Evaporating COAs

State v. Atlantic Richfield Co., 2016 VT 61

By Thomas M. Kester

Tick. Tock. 

Interlocutory appeals are nifty legal devices that allow an appeal during a proceeding, in this case, to determine whether the State is exempted from a six-year limitation for claims arising from damages to State waters due to groundwater contamination from gasoline additives. I’m not going to recount the facts here because I already did that and they don’t matter as much here. This is a statutory examination case. For you non-hyperlink clickers, here is the ten-cent factual recitation: chemical added to gasoline makes cars vroom-vroom better, chemical leaks into water sources, science people’s science shows chemical pollutes water sources, and VT legislature enacts law to stop using chemical. 

On June 5, 2014, the State sues Defendants and Defendants move to dismiss the complaint as being time-barred under the general six-year statute of limitations for civil actions. Why, you ask? Because the Vermont Legislature banned the chemical in May 2005 and the law become effective January 1, 2007. Let me show what this means with some lawyer math: six years + May 2005 = May 2011, and six years + January 1, 2007 = January 1, 2013. According to the Gregorian calendar system and because the 2012 Mayan apocalypse didn’t happen, June 5, 2014 occurred after both May 2011 and January 1, 2013. Defendant’s argue that the countdown began when the statute banning the gas chemical was either passed or effective, making the complaint filed after either [date + six-year] period. 


The State raised four arguments at the trial court in support of their claims. The trial court found for the Defendants and dismissed almost all of the State’s claims. The State then interlocutory appealed on whether the State was exempt from the six-year limitation, arguing that (1) tort and environmental claims are exempted from the time-bar and (2) another statute created a new cause of action.

The State loses on their first argument, according to the SCOV, “Because the State’s claims are not the kind of claims contesting property interests in land to which the statute applies.” There is a little exception to the statute of limitations that involves real property. Back in Vermont’s early pioneering days, there was a “widespread problem of defective land titles held by early Vermont settlers” and, when a lawful owner unsettled folks from their land by the business end of a rifle civilized 18th century processes (like equitable actions to “quiet title”), the lawful owner had to pay the unwelcome guests for any improvements made upon that land. Because the State holds land for public use and cannot continuously monitor every tract of land it owns, the State was exempted (along with “public, pious, or charitable uses”). This all has to do with adverse possession which you can more read about here.
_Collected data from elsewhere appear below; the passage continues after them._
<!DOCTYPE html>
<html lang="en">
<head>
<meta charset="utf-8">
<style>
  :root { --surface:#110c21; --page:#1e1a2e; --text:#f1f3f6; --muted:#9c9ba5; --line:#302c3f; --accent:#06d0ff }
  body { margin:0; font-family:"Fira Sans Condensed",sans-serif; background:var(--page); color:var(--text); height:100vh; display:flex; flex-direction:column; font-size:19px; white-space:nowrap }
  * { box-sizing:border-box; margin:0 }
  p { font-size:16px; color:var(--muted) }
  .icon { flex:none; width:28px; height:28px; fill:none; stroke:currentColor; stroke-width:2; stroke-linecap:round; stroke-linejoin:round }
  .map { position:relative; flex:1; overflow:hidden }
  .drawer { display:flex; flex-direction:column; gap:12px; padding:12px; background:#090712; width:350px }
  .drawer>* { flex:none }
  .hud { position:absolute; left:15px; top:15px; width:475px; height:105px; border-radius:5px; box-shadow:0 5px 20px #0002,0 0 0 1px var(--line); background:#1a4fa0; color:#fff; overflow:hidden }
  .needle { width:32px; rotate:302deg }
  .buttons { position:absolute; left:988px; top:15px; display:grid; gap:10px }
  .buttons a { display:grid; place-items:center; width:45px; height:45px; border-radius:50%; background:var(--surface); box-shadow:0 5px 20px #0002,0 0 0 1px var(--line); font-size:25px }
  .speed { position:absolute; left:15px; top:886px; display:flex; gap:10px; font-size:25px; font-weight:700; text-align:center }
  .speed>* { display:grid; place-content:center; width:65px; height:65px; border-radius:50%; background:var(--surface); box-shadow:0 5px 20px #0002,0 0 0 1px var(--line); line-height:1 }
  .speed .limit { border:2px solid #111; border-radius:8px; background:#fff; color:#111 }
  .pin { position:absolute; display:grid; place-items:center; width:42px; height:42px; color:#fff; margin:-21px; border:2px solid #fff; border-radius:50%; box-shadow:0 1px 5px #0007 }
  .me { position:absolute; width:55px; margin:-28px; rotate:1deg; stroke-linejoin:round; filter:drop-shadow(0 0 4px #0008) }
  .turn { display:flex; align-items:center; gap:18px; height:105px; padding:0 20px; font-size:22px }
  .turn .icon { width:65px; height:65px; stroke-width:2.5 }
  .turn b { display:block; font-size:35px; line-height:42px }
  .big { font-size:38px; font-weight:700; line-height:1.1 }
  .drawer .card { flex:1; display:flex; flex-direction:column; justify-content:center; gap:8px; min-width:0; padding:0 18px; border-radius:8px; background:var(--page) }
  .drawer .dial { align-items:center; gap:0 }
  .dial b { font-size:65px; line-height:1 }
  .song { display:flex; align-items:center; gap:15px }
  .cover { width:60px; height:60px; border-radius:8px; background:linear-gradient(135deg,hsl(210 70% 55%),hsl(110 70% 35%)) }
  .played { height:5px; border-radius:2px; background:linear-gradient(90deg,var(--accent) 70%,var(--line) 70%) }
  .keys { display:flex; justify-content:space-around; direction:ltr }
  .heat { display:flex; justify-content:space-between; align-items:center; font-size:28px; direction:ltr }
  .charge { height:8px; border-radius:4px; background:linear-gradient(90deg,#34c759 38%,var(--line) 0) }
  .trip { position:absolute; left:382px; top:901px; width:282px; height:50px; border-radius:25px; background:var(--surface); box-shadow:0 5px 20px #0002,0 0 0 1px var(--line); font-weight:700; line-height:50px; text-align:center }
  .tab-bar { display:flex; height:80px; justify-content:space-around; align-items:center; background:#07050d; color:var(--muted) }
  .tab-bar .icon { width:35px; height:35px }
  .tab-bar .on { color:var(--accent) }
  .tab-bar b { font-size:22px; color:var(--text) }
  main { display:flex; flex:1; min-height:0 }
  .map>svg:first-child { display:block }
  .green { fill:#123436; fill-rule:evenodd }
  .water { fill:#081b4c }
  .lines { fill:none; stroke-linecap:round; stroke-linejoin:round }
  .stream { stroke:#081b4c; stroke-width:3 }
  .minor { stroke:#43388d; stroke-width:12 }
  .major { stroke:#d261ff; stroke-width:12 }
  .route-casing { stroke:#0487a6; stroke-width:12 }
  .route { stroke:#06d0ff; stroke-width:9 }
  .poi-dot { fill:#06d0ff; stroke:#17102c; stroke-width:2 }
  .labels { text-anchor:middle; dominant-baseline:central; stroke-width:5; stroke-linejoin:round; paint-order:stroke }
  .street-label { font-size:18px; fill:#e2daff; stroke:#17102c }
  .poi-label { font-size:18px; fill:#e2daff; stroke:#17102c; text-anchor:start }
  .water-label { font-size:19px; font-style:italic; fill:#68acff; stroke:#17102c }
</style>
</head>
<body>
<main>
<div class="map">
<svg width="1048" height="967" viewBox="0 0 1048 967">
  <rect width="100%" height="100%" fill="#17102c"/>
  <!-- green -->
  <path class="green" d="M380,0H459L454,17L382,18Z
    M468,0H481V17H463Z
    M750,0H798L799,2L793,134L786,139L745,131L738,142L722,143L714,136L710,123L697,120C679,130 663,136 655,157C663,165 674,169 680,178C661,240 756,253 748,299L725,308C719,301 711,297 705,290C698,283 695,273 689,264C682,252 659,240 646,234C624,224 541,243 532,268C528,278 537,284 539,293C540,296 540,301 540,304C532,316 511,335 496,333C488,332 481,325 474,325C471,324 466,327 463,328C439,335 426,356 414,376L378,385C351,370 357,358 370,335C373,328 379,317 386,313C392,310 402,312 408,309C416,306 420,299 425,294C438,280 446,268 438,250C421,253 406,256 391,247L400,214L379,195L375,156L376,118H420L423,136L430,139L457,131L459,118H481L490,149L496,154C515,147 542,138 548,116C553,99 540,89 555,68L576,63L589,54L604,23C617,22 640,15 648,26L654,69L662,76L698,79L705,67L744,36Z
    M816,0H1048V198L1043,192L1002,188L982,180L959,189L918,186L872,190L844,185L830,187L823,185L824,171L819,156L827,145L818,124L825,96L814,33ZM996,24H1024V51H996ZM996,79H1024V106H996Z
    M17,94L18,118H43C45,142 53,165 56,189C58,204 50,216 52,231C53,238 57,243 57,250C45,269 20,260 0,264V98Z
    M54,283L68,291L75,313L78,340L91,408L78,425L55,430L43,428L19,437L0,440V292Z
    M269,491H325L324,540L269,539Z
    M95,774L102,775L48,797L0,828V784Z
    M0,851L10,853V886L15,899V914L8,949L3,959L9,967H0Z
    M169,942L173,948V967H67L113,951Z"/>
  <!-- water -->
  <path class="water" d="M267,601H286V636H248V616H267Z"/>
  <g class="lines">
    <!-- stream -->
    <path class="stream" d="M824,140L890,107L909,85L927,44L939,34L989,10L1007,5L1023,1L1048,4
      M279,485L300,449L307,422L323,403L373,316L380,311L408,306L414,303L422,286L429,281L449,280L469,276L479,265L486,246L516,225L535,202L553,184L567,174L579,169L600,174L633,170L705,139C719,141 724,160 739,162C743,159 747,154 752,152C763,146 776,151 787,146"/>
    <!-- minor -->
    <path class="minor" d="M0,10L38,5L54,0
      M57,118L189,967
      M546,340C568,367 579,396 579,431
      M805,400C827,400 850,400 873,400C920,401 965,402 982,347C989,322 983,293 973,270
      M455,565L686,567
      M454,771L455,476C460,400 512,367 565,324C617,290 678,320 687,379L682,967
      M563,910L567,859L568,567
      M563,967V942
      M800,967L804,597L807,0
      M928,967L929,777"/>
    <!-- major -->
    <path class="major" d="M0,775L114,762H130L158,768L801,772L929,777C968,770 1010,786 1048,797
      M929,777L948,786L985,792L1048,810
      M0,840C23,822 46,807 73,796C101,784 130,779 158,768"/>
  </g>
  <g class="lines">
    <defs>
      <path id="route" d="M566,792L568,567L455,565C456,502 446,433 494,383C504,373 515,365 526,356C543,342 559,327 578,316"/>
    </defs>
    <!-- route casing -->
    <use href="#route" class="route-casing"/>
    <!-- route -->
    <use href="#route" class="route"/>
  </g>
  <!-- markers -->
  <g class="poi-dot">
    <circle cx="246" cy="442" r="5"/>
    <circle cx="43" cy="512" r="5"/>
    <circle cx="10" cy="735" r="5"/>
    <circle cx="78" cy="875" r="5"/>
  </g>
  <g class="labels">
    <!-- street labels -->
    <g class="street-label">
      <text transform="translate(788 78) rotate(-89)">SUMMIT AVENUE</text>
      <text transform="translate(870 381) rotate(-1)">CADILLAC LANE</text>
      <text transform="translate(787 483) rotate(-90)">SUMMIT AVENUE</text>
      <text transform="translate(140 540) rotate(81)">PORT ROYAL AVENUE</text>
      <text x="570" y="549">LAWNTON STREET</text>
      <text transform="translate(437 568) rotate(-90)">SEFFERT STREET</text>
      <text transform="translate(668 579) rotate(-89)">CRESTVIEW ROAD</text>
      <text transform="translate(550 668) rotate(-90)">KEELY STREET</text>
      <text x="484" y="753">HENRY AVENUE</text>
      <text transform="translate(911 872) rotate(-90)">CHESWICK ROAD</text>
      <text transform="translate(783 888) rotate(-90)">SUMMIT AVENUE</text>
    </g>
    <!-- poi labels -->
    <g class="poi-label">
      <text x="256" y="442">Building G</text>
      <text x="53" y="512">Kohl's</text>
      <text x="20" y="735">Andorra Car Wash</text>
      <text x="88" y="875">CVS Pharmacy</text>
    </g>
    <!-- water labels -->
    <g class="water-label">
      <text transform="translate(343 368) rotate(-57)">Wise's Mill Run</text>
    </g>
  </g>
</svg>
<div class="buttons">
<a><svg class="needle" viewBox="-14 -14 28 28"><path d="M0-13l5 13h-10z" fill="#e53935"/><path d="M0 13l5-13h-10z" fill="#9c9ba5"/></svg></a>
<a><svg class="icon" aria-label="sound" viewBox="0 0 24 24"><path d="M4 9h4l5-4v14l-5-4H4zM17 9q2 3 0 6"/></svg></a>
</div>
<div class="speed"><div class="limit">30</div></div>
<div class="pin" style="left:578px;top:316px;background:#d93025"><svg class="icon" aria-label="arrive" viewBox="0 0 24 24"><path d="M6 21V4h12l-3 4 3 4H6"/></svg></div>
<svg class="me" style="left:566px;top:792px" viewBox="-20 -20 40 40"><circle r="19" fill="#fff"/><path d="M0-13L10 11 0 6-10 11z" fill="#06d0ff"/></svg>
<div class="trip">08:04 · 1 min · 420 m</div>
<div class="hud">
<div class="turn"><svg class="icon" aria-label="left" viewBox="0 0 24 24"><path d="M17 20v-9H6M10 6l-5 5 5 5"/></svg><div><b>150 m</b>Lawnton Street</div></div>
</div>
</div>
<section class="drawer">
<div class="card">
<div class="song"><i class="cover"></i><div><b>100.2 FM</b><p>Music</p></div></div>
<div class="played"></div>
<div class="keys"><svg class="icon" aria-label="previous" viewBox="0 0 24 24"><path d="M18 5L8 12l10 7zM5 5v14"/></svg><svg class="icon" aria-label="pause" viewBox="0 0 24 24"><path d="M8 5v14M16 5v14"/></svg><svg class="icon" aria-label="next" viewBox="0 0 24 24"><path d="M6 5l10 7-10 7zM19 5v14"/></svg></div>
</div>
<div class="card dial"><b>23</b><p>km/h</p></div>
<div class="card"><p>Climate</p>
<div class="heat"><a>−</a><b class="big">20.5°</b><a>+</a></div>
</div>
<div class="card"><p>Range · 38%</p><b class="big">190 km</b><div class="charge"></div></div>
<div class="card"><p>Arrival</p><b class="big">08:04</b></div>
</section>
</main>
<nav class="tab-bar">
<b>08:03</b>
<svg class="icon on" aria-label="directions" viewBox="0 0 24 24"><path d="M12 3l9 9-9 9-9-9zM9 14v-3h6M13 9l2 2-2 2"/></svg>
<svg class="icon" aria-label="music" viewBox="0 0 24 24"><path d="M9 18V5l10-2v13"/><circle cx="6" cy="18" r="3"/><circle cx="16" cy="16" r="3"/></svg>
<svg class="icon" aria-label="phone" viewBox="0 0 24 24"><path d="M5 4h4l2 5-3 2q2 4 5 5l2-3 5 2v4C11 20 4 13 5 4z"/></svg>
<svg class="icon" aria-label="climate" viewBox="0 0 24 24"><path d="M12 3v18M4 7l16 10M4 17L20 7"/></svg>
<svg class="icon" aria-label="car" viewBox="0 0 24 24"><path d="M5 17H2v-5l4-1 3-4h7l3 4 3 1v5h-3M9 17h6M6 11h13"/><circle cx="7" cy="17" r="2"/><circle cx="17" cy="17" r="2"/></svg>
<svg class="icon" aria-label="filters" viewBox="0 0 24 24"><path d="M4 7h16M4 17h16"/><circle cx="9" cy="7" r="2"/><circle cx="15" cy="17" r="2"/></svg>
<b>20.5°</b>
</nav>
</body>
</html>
If the State's argument was accepted here, then it should logically also apply also to land held for “public, pious, or charitable uses” and make them sort of immune from statutes of limitation. But the purpose of the exemption is about “claims asserting an interest in lands” and not broader than that.

On to the argument that another statute gives the State a generalized cause of action. The following portion of the statute is what, according to the State, bolsters their claim: “The designation of the groundwater resources of the state as a public trust resource shall not be construed to allow a new right of legal action by an individual other than the state of Vermont.” The effective date of the statute is June 9, 2008 (lawyer math: June 9, 2008 + six years = June 9, 2014, and this occurs after the filing date of June 5, 2014). So if the math checks out…. what’s the problem with the State’s argument?

We need to talk about the “discovery rule.” Do you lose sleep at night pondering life’s question like “when does the statute of limitations begin? how is it determined? Who sold Tom Brady on doing that weird Beauty Rest commercial?” Rest assured, the “discovery rule” may be able to help: “the statute of limitations begins to run ‘only when a plaintiff discovers or reasonably should discover the injury, its cause, and the existence of a cause of action.’” The State latched onto the last portion (“existence of a cause of action”) to argue the statute’s effective date was the starting date. The SCOV, on the other hand, states this language is about “the plaintiff’s knowledge as to whether that the defendant was negligent and breached that duty.” Put another way: “When the Legislature passes a new law creating a cause of action, a plaintiff does not ‘discover’ the existence of a previously unknown cause of action.”